Essa clareza sem precedentes permitiu aos astrónomos confirmar com o GW250114 previsões sobre buracos negros formuladas há décadas por físicos de renome.

A primeira previsão, elaborada em 1963 pelo matemático neozelandês Roy Kerr, baseia-se na teoria da relatividade geral de Einstein e afirma que os buracos negros devem ser objetos paradoxalmente simples, descritos por uma única equação.

“Sim, os buracos negros são misteriosos e complexos, com implicações profundas para a evolução do universo”, explicou Isi, “mas, matematicamente, pensamos que podem ser descritos apenas com dois números. Tudo o que há para saber sobre eles depende do seu tamanho — ou seja, da sua massa — e da velocidade a que rodam.”

Para testar esta teoria, os investigadores recorreram a uma característica única das colisões de buracos negros: um “toque” ou vibração, semelhante ao som de um sino depois de ser atingido. “Se tiver um sino e o bater com um martelo, ele vai tocar”, observou Isi. “A altura e a duração do som, as suas características, dizem-lhe algo sobre a composição do sino. Com os buracos negros acontece algo semelhante — eles ‘ressoam’ em ondas gravitacionais.”

Esta ressonância contém informações sobre a estrutura do buraco negro e o espaço à sua volta, acrescentou Isi. Embora o fenómeno já tivesse sido observado de forma ténue anteriormente, o GW250114 devolveu um sinal com dois modos — um fundamental e um harmónico — com muito mais nitidez.

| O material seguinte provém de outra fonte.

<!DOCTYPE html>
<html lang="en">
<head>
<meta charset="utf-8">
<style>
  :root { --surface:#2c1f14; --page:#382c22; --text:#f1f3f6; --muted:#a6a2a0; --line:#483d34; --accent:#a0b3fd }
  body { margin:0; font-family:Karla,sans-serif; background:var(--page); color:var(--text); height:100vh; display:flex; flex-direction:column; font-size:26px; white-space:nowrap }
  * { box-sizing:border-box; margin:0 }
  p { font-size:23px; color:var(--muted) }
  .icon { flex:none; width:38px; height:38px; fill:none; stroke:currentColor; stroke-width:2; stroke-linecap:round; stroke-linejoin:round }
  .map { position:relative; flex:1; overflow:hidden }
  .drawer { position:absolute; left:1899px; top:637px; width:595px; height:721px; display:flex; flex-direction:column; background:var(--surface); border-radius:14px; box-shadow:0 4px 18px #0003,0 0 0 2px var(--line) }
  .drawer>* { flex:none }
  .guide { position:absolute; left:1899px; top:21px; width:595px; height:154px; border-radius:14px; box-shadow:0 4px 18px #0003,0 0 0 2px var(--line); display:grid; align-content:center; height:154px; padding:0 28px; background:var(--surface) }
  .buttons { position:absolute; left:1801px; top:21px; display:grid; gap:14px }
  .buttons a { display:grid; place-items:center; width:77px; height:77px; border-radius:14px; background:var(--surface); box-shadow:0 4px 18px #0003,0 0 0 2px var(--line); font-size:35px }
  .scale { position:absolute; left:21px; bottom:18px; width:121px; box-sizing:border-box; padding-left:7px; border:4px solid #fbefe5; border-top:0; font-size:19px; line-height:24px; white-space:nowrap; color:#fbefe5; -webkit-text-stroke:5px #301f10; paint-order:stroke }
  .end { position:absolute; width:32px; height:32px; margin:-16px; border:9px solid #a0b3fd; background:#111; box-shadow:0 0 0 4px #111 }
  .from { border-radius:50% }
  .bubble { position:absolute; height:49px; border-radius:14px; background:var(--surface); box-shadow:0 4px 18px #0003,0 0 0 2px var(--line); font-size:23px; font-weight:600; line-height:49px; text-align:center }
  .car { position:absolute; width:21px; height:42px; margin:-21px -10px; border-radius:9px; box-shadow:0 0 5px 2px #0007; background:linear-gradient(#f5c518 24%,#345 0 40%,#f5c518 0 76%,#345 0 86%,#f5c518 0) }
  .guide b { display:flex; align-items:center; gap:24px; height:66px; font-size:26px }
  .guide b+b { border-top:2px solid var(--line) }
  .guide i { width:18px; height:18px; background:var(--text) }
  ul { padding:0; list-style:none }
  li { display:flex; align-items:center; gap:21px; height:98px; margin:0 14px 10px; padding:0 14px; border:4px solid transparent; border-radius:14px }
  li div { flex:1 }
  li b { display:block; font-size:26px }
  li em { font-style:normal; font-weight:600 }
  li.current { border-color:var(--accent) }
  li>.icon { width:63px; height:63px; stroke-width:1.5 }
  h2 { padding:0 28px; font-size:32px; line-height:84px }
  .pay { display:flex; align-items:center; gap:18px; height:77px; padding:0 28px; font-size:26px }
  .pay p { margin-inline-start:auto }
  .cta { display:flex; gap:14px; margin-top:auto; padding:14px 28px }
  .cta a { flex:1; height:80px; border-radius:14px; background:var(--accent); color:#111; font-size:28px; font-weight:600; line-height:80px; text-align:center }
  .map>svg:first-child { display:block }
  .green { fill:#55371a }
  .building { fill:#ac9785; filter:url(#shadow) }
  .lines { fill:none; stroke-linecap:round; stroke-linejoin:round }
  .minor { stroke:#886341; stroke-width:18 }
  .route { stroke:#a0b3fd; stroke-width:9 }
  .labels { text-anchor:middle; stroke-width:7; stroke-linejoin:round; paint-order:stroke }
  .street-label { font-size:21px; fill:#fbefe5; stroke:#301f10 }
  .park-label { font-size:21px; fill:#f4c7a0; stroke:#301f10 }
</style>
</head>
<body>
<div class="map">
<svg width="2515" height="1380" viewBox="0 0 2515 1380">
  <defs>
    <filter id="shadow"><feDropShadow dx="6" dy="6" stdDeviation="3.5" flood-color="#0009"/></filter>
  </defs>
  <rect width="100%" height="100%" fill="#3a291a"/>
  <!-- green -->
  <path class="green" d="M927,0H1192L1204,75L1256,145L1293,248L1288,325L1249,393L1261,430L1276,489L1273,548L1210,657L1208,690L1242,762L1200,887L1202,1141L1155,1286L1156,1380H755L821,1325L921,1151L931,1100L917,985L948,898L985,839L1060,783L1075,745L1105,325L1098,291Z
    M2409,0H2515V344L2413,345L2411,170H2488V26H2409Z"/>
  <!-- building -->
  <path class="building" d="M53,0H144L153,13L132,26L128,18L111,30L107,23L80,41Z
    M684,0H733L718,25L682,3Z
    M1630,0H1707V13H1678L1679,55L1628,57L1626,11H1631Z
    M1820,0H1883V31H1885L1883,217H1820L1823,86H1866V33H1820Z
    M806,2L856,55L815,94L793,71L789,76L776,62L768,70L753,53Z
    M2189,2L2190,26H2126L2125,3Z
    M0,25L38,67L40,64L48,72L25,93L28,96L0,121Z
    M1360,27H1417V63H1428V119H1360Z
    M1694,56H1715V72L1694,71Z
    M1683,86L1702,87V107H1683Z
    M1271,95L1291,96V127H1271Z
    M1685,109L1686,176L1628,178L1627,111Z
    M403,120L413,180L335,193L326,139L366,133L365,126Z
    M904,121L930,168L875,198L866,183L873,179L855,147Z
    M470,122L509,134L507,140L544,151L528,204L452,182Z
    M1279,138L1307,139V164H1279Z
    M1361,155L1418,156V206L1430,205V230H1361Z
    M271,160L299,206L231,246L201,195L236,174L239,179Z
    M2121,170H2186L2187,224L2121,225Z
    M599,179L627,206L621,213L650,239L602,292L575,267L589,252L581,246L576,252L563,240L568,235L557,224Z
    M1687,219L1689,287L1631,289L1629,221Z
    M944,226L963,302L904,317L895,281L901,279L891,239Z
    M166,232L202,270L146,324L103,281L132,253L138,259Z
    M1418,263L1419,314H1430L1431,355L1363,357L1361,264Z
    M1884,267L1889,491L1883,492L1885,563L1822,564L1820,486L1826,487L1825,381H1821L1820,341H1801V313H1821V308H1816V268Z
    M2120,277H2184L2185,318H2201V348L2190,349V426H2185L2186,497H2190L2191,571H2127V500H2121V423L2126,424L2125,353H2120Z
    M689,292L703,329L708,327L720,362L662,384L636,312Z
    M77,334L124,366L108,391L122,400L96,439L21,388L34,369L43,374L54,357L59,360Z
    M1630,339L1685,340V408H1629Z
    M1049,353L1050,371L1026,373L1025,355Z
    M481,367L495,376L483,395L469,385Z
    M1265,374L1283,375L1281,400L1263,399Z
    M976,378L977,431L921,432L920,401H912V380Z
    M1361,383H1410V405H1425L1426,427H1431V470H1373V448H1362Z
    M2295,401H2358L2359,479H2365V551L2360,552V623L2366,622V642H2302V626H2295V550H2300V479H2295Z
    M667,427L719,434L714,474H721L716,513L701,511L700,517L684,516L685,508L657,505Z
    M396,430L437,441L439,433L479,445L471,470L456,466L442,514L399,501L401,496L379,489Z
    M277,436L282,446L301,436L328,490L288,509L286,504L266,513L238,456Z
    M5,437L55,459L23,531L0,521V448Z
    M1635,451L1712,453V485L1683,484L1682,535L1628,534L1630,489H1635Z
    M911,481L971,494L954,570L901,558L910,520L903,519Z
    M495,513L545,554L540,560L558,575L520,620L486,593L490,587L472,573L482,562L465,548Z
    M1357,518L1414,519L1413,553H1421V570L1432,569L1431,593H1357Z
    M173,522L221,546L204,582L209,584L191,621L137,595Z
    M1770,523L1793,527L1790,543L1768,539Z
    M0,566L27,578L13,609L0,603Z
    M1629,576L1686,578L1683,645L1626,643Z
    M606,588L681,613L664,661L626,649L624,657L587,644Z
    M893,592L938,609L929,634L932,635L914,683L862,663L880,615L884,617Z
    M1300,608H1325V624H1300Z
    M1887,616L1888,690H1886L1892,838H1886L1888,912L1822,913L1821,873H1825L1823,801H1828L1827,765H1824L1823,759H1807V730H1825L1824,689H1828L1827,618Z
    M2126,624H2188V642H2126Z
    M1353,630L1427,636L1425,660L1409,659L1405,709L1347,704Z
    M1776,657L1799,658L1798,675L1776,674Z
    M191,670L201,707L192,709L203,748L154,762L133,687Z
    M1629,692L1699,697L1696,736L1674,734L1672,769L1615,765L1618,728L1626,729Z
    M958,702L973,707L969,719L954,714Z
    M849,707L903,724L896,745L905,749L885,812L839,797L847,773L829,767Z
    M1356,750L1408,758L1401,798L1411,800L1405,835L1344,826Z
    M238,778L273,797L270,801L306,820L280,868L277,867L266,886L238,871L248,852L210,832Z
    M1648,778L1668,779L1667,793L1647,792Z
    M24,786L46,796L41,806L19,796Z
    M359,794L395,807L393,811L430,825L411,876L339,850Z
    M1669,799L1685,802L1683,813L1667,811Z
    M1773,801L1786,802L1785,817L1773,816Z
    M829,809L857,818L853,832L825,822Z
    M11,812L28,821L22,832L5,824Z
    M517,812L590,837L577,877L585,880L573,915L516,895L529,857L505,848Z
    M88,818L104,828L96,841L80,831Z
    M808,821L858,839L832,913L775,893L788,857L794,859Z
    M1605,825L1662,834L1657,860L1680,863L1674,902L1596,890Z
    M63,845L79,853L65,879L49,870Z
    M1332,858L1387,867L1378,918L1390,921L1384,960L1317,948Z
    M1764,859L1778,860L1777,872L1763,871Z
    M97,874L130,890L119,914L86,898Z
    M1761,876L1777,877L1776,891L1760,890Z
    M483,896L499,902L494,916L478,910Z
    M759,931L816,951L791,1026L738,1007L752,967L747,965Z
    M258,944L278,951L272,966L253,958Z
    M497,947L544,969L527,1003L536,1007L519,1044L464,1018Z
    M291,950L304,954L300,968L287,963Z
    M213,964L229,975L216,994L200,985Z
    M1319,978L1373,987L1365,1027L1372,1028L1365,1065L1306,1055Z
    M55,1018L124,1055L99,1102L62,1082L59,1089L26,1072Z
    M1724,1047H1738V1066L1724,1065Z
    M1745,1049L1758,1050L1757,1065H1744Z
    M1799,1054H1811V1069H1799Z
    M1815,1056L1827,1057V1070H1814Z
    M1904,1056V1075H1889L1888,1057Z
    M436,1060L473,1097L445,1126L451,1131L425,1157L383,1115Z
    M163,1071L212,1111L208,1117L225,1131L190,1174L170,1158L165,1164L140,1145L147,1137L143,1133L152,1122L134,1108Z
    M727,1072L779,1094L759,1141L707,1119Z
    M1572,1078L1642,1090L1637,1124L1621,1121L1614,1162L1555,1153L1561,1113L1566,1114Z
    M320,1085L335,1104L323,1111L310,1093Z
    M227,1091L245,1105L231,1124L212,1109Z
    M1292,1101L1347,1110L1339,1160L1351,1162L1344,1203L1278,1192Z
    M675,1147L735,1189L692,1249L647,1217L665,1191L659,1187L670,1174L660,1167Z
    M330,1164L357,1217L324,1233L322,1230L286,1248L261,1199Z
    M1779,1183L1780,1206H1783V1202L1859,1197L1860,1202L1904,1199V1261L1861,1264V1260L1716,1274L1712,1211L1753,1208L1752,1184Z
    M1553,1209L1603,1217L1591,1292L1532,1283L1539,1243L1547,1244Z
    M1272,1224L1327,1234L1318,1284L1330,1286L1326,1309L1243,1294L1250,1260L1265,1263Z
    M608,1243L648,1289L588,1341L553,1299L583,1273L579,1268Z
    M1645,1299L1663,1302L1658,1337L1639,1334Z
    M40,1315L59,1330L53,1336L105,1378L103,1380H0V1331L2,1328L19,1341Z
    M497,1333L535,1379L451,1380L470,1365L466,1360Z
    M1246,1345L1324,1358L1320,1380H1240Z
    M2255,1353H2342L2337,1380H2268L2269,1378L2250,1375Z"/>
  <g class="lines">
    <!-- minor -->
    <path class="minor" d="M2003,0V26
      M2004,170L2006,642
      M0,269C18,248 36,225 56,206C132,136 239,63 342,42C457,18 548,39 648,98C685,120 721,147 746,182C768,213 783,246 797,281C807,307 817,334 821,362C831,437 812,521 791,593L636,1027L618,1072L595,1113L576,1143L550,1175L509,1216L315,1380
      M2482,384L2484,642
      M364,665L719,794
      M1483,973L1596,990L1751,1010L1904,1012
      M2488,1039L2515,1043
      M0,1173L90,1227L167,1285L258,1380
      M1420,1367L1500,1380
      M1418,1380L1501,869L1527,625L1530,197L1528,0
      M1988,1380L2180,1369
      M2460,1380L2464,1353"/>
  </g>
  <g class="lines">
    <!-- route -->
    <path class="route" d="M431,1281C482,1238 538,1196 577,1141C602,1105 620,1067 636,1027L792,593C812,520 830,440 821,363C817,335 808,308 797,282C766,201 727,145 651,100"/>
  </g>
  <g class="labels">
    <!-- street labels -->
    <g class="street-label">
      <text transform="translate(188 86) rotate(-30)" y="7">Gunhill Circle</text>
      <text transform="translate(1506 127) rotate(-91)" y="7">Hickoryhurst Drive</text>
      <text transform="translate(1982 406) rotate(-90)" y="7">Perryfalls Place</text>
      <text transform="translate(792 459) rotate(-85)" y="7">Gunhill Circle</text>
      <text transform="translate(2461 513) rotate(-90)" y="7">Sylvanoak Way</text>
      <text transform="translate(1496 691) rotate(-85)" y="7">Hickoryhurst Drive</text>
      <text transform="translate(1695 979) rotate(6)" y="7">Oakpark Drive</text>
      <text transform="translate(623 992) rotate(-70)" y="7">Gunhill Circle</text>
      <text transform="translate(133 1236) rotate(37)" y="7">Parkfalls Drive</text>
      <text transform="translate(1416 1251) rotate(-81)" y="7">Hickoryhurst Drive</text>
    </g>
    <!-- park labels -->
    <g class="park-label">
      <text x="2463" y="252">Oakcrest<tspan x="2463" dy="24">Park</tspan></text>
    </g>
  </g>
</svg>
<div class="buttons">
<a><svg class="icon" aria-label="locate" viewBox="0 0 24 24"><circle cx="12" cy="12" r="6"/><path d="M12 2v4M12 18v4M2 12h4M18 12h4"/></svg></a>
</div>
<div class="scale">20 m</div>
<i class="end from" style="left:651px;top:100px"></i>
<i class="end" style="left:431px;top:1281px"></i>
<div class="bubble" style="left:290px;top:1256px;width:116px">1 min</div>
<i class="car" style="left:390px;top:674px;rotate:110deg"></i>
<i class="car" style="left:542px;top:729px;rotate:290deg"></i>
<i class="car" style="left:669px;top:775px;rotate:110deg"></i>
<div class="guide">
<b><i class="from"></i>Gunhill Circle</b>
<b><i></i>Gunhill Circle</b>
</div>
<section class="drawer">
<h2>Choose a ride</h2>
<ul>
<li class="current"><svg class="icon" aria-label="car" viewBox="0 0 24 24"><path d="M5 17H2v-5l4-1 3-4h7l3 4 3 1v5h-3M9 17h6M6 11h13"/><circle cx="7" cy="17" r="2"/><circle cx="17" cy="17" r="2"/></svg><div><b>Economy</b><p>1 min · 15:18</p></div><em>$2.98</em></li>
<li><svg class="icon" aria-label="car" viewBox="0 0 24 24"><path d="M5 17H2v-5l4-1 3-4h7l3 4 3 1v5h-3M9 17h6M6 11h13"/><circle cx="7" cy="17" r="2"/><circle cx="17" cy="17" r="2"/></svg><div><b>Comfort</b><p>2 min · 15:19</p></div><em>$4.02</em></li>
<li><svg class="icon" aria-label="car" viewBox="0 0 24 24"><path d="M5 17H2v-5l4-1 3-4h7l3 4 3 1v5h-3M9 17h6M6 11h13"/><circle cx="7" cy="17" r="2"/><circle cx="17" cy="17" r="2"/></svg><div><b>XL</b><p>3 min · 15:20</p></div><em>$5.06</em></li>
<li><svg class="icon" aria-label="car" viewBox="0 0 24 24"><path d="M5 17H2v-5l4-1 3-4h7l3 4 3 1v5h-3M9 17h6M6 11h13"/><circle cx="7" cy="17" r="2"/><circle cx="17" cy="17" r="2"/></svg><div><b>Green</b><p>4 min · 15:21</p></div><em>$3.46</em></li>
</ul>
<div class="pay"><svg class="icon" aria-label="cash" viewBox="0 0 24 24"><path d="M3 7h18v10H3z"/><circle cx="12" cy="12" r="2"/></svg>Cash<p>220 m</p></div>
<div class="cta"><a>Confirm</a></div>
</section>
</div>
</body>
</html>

“Identificámos duas componentes dessa vibração, o que nos permitiu confirmar que este buraco negro é realmente compatível com uma descrição baseada apenas em dois números: massa e rotação”, explicou. “E isto é fundamental para a nossa compreensão do funcionamento do espaço e do tempo — estes buracos negros devem ser, de certo modo, desprovidos de características. É a primeira vez que conseguimos vê-lo de forma tão convincente.”
 

O teorema da área de Hawking

A segunda previsão confirmada pelo GW250114 foi feita em 1971 pelo físico britânico Stephen Hawking, e afirma que, quando dois buracos negros se fundem, a área de superfície resultante deve ser igual ou superior à soma das áreas dos buracos negros originais.

“É um teorema profundo, mas muito simples, que diz que a área total da superfície de um buraco negro nunca pode diminuir — só pode aumentar ou permanecer igual”, explicou Isi.

Embora observações anteriores do LIGO já tivessem fornecido indícios da validade do teorema, a nitidez deste novo sinal dá aos investigadores uma confiança sem precedentes, acrescentou.

“Como conseguimos identificar a parte do sinal que vem dos buracos negros ainda separados, conseguimos deduzir as suas áreas a partir daí”, detalhou. “Depois analisamos a parte final do sinal, proveniente do buraco negro resultante, e medimos a sua própria área.”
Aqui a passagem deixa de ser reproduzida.